Homework_7_YilIn

packages <- c("tidyverse", "infer", "fst") # add any you need here

new_packages <- packages[!(packages %in% installed.packages()[,"Package"])]
if(length(new_packages)) install.packages(new_packages)

lapply(packages, library, character.only = TRUE)

## ── Attaching core tidyverse packages ──────────────────────── tidyverse 2.0.0 ──
## ✔ dplyr     1.1.3     ✔ readr     2.1.4
## ✔ forcats   1.0.0     ✔ stringr   1.5.0
## ✔ ggplot2   3.4.3     ✔ tibble    3.2.1
## ✔ lubridate 1.9.2     ✔ tidyr     1.3.0
## ✔ purrr     1.0.2     
## ── Conflicts ────────────────────────────────────────── tidyverse_conflicts() ──
## ✖ dplyr::filter() masks stats::filter()
## ✖ dplyr::lag()    masks stats::lag()
## ℹ Use the conflicted package (<http://conflicted.r-lib.org/>) to force all conflicts to become errors

## [[1]]
##  [1] "lubridate" "forcats"   "stringr"   "dplyr"     "purrr"     "readr"    
##  [7] "tidyr"     "tibble"    "ggplot2"   "tidyverse" "stats"     "graphics" 
## [13] "grDevices" "utils"     "datasets"  "methods"   "base"     
## 
## [[2]]
##  [1] "infer"     "lubridate" "forcats"   "stringr"   "dplyr"     "purrr"    
##  [7] "readr"     "tidyr"     "tibble"    "ggplot2"   "tidyverse" "stats"    
## [13] "graphics"  "grDevices" "utils"     "datasets"  "methods"   "base"     
## 
## [[3]]
##  [1] "fst"       "infer"     "lubridate" "forcats"   "stringr"   "dplyr"    
##  [7] "purrr"     "readr"     "tidyr"     "tibble"    "ggplot2"   "tidyverse"
## [13] "stats"     "graphics"  "grDevices" "utils"     "datasets"  "methods"  
## [19] "base"

ess <- read_fst("All-ESS-Data.fst")

Task 1

Set up the calculations for an exploration of educ_level (as BA, No BA) and brncntr (recoded as yes/no *shown in tutorial 4) for Switzerland.
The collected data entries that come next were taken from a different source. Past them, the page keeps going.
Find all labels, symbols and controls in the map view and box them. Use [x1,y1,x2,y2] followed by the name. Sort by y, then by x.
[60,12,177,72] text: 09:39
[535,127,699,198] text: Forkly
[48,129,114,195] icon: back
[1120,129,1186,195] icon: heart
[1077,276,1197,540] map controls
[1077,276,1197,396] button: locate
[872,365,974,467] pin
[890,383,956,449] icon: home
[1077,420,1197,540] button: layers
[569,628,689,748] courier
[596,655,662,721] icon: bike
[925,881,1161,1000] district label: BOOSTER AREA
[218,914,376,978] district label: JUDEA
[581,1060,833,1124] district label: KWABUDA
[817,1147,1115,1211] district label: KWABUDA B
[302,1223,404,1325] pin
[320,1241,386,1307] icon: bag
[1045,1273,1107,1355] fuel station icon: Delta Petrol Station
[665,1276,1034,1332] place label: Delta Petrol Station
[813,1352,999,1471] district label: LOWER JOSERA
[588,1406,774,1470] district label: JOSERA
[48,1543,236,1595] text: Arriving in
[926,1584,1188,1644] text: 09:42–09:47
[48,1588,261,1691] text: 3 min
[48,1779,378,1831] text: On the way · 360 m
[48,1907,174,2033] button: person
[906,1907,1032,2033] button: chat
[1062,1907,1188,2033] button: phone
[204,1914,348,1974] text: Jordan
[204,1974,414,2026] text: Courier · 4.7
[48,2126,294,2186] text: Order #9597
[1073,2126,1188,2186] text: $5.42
Using the steps outlined in the tutorial, first generate the tables of expected proportions and frequencies. Determine and interpret the critical value for independence. Finally, determine and interpret both the Pearson’s chi-squared statistic and the p-value. Discuss main takeaways.

Switzerland_data <- ess %>%
  filter(cntry == "CH") %>%
  
  mutate(
    brncntr = case_when(
      brncntr == 1 ~ "Yes",  # Recode 1 to "Yes"
      brncntr == 2 ~ "No",   # Recode 2 to "No"
      brncntr %in% c(7, 8, 9) ~ NA_character_,  
      TRUE ~ as.character(brncntr)  
    ),

    edulvla = case_when(
      essround < 5 & edulvla == 55 ~ NA_real_,
      TRUE ~ edulvla
    ),
    
    edulvlb = case_when(
      essround >= 5 & edulvlb == 5555 ~ NA_real_,
      TRUE ~ edulvlb
    ),
    
    educ_level = case_when(
      essround < 5 & edulvla == 5 ~ "BA",
      essround >= 5 & edulvlb > 600 ~ "BA",
      TRUE ~ "No BA"
    ),
  )

unique(Switzerland_data$educ_level)

## [1] "BA"    "No BA"

unique(Switzerland_data$brncntr)

## [1] "No"  "Yes" NA

Switzerland_data <- Switzerland_data %>% filter(!is.na(brncntr))
Switzerland_data <- Switzerland_data %>% filter(!is.na(educ_level))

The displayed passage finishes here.